Eisova et al 2016The vascular traces left on the bones are remnants of physiological processes associated with blood flow and functions. Craniovascular traits can be used in archaeology, paleontology, and forensic science to deal with normal and pathological variations of the circulatory system, bridging interests between evolutionary and medical fields. Current information on these characters is, at best, scarce. After our recent work on diploic channels, this week we publish another morphometric study on the vascular traces, and specifically on their relationships with parietal bone size and thickness. We provide a quantitative description of the lumen size in adult modern humans for the middle meningeal and diploic vessels, as calculated from cranial anatomy after computed tomography, for different orders of branches. Vessel size and cranial thickness can be proportional if sharing growth factors, or inversely proportional if competing through structural constraints. However, we do not find any clear relationship between vascular size, cranial size, and cranial thickness.

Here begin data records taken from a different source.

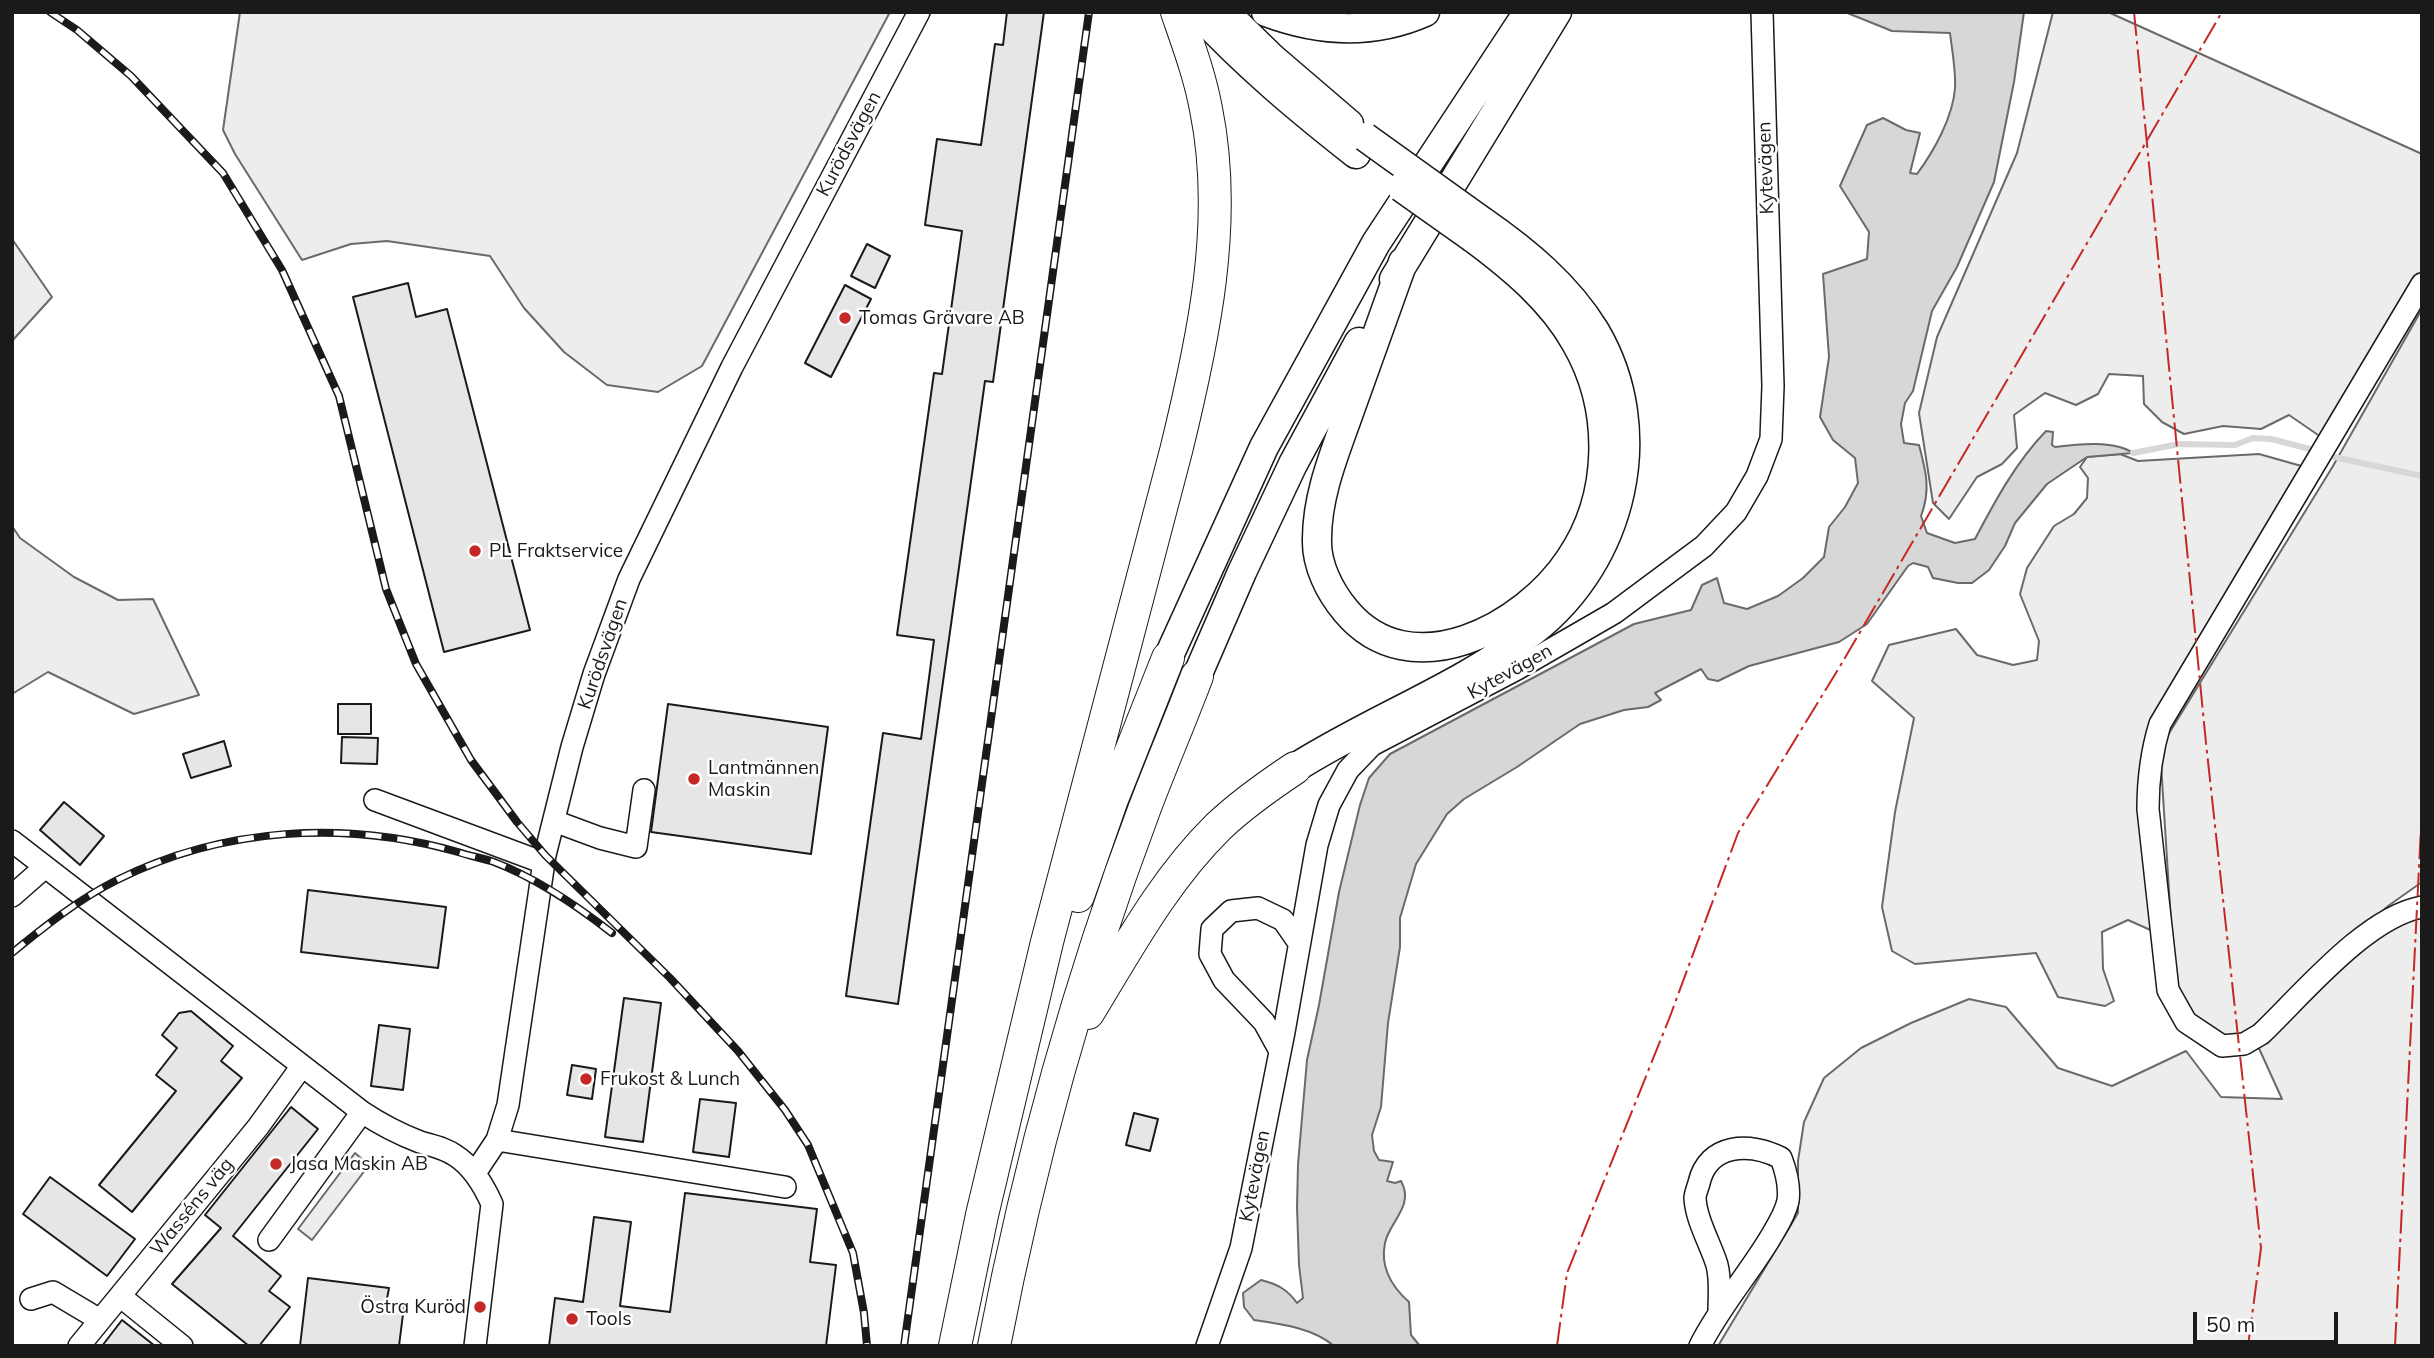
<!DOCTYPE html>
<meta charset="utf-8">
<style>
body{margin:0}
#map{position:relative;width:2434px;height:1358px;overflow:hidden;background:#fff;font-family:Mulish,sans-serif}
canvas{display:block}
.frame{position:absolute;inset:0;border:14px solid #1a1a1a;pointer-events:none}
.scale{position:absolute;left:2193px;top:1312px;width:145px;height:32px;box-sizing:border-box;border:4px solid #1a1a1a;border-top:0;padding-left:9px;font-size:21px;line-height:24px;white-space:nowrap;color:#1a1a1a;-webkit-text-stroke:5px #fff;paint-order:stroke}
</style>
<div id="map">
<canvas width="2434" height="1358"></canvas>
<div class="frame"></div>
<div class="scale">50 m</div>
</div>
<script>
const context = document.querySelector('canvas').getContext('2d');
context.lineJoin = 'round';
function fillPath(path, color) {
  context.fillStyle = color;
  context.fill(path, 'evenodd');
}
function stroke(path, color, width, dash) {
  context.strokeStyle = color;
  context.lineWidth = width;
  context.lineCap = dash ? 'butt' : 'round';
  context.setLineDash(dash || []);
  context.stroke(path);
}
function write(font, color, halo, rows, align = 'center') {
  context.font = font + ' Mulish,sans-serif';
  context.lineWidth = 5;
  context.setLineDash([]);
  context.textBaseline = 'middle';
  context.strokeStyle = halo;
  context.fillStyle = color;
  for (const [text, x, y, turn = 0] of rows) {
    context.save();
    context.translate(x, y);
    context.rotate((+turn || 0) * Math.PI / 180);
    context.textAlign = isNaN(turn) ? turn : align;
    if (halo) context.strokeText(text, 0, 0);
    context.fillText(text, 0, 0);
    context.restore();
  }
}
const built = new Path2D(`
 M240,12h650l-188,354 -44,26 -51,-7 -43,-33 -40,-44 -34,-52 -103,-15 -36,3 -49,16 -67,-106 -12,-24z
 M2053,12h55l314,142v118l-101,165 -32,-22 -28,14 -38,-3 -39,8 -22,-12 -18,-18 -1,-28 -34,-2 -11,20 -22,11 -31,-12 -31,22 3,33 -15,16 -25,13 -28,42 -16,-16 -14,-90 18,-76 80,-184z
 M12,239l40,58 -40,44z
 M2422,309v573l-34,24 -148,132h-20l-31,-25 -14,-27 -15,-238 173,-282z
 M2120,454l18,7 121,-7 46,13 -156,274 6,191 -27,-12 -26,12 1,37 11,32 -9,5 -47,-9 -22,-44 -121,11 -23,-13 -10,-44 13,-95 19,-94 -42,-37 17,-36 67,-16 21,26 36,10 24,-5 2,-19 -19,-47 7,-26 27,-42 20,-12 13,-16 1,-20 -8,-11 7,-10z
 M12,526l8,12 54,39 44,23 35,-1 46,96 -65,19 -86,-42 -36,22z
 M2417,916l5,3v427h-704l80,-133v-52l6,-39 20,-44 37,-30 50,-25 58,-24 37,8 52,61 54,18 74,-35 35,46 61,2 -25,-55 101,-97z
 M355,1153l14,12 -57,75 -14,-11z`);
fillPath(built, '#ededed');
stroke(built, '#6a6a6a', 2);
const water = new Path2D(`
 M1845,12h179l-10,70 -20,100 -37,85 -25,44 -19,80 -8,12 -4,21 3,19 15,2c7,26 12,45 2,71l6,17 28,10 20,-4c20,-38 41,-77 71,-108l7,1 -1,13 3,2c23,-3 59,-7 78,6l-46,4 -40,27 -32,39 -10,23 -16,24 -17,13h-14l-25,-5 -5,-11 -15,-4 -5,3 -41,58 -28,18 -90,24 -31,15 -10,-2 -7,-10 -46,24 6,7 -13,7 -24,3 -44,14 -63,43 -53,32 -17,15 -31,50 -16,54v29l-12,76 -7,84 -9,28 2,16 5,9 14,2 -6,19 8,2 6,-2c14,25 -12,41 -16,62 -5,24 7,44 24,59l2,33 9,11h-86c-21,-18 -53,-22 -80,-26l-10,-13 -1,-14 18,-13c16,4 26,9 36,23l6,-5 -4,-33 -2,-58 1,-43 9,-104 12,-55 20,-113 21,-87 9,-27 21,-24 244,-130 57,-14 11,-25 15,-7 7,25 23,6 31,-13 25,-18 21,-21 5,-30 16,-20 13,-24 -3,-25 -22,-18 -13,-23 9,-60 -6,-83 44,-15 2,-27 -29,-46 27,-61 16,-7 23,12 14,3 -10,40 7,1c17,-23 36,-57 38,-86 1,-17 -3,-38 -5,-55l-58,-2z`);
fillPath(water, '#d7d7d7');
stroke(water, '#6a6a6a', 2);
stroke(new Path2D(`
 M2133,453l46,-9 56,1 18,-7 18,1 39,10
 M2334,457l88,19`), '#d7d7d7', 6);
const building = new Path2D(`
 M1007,12h37l-51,370 -8,-1 -87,623 -52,-8 37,-263 38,6 13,-99 -37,-5 37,-262 8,1 20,-143 -37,-6 12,-86 44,6 14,-101 8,1z
 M867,244l23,12 -15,32 -24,-12z
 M408,283l8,34 31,-8 83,321 -86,22 -91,-355z
 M845,285l26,14 -40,78 -26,-14z
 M338,704h33v30h-33z
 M668,704l160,23 -17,127 -160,-22z
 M342,737l36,1 -1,26 -36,-1z
 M224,741l7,25 -40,12 -8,-24z
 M64,802l40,34 -24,29 -40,-35z
 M308,890l138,17 -8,61 -137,-16z
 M624,998l37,5 -18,139 -38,-5z
 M191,1011l42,35 -12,15 21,17 -110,134 -33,-27 77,-94 -20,-16 21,-27 -15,-13 17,-22z
 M379,1025l31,4 -7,61 -32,-4z
 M572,1065l24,4 -4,30 -25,-4z
 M700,1099l36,4 -7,54 -36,-5z
 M291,1107l27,22 -85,107 48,40 -12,15 21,16 -31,39h-10l-77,-62 49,-56 -16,-13z
 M1134,1113l24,6 -8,32 -24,-6z
 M50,1177l85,62 -28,37 -84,-62z
 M685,1193l132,16 -7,53 26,3 -10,81h-277l6,-48 28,4 11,-85 37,5 -11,84 50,6z
 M308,1278l81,10 -3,16 18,2 -5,40h-99z
 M122,1320l33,26h-53z`);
fillPath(building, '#e6e6e6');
stroke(building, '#1a1a1a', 2);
const minor = new Path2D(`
 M2422,284l-262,440c-9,29 -12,55 -12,85l20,181 18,32 36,24 22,-2 17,-10c41,-39 105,-117 161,-127
 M375,800l169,63
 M554,821l46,17 36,9 8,-57
 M12,841l350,271c18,12 37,22 58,30 13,4 25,6 36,14 17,11 28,30 36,48l-17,142
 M12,896l33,-29
 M1280,1051l-16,-29 -40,-42 -14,-26 2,-25 19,-18 27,-3 25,12 16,23
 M497,1140l288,47
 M475,1173l22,-33 11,-35 37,-250 27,-108 22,-73 35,-95 103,-212 187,-355
 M269,1240l93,-128
 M120,1296l62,50
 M31,1299l22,-7 47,28
 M79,1346l179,-219 44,-61
 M1207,1346l34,-98 43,-216 33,-187 12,-40 19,-35 24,-25 145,-76 97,-56 90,-67 32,-34 21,-36 14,-37 2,-53 -11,-374
 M1700,1346c19,-38 47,-70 69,-106 7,-12 16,-25 19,-39 2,-14 -2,-30 -7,-43 -31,-16 -73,-15 -82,25 -1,4 -4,11 -4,15 1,22 16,47 22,67 4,15 2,33 2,48`);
const major = new Path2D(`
 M1197,12c49,53 103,98 159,142
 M1225,12l47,46 77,66
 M1266,12c53,20 107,23 159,0
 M1403,262c-17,48 -34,96 -52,145 -15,43 -34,86 -34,132 -1,26 13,53 29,72 65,78 179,16 224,-52 43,-63 44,-150 6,-216 -24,-43 -64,-76 -103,-105
 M1394,279l163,-267
 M1168,658l96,-211 112,-204 152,-231
 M1197,676l45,-104 51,-108 66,-122
 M1295,768c77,-49 166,-81 238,-137 90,-70 121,-200 62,-300 -28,-46 -70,-80 -113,-110`);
const highway = new Path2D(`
 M1078,896l34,-97 56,-141
 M1088,1013c39,-64 76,-133 130,-186 23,-22 50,-41 77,-59
 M955,1346l27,-131 65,-273 129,-491c27,-110 53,-229 30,-342 -6,-33 -18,-65 -29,-97
 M994,1346c35,-183 85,-363 150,-536 17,-45 36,-89 53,-134`);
stroke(minor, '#1a1a1a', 24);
stroke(major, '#1a1a1a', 31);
stroke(highway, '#1a1a1a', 34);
stroke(minor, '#fff', 21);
stroke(major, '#fff', 28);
stroke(highway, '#fff', 32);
const rail = new Path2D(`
 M50,12l27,18 54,46 92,97 59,97 57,126 47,193 30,75 55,96 46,62 28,33 125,123 68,73 47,59 23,35 45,108 11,60 3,33
 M12,953c33,-27 67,-54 105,-73 106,-53 228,-60 341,-28 12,4 24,6 36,10 42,16 82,43 118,71
 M904,1346l185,-1334`);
stroke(rail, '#1a1a1a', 8);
stroke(rail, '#fff', 5, [16]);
const majorBridge = new Path2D(`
 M1365,137l117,84
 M1401,187l72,51`);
stroke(majorBridge, '#1a1a1a', 31, []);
stroke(majorBridge, '#fff', 28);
stroke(new Path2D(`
 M2134,12l72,731 55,505 -13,98
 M1557,1346l10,-73 102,-254 69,-186 101,-165 383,-656
 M2395,1346l27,-538`), '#c62828', 2, [24, 5, 3.5, 5]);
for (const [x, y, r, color] of [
 [845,318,7,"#c62828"],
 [475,551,7,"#c62828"],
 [694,779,7,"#c62828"],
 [586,1079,7,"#c62828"],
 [276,1164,7,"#c62828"],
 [480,1307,7,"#c62828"],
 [572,1319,7,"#c62828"]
]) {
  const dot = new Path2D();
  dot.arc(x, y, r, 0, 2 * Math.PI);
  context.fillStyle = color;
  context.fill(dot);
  stroke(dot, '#fff', 2.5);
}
write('19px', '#1a1a1a', '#fff', [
 ["Kurödsvägen",849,144,-62],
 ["Kytevägen",1766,168,-92],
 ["Kurödsvägen",603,654,-71],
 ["Kytevägen",1510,672,-29],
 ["Kytevägen",1255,1176,-79],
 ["Wasséns väg",192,1207,-51]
]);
write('19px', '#1a1a1a', '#fff', [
 ["Tomas Grävare AB",859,318],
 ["PL Fraktservice",489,551],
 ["Lantmännen",708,768],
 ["Maskin",708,790],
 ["Frukost & Lunch",600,1079],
 ["Jasa Maskin AB",290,1164],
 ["Östra Kuröd",466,1307,"right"],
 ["Tools",586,1319]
], 'left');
</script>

This result suggests that bone and vessel morphogenesis are probably influenced by independent factors, at least when dealing with differences among adult individuals.

Diploic veins

Rangel de Lazaro et al 2015Diploic channels run within the vault bones, and are therefore protected from external agents. This condition makes them an interesting topic in paleontology, archaeology, and forensics. At the same time, such secluded position has hampered detailed studies on their morphology, variations, and functions. In 1999 Hershkovitz and colleagues published a first pioneering survey on these “elusive” anatomical elements. This week we publish a segmentation procedure to visualize these channels after computed tomography, applying this method to modern humans and Neandertals. The diploic network displays a marked individual variability. It is frequently connected with the meningeal system at the pteric area, and with the emissary and venous systems at the occipital area. As for the meningeal arteries, also the diploic vasculature is apparently more complex in modern humans than in other hominids, mostly at the parietal area. Taking into account the large size of the parietal lobes and bones of our species, it is likely that such vascular development can be associated with metabolic and thermal functions. Beyond the large diploic channels, this vascular system counts with a widespread network of microvessels, which should be carefully investigated in the future.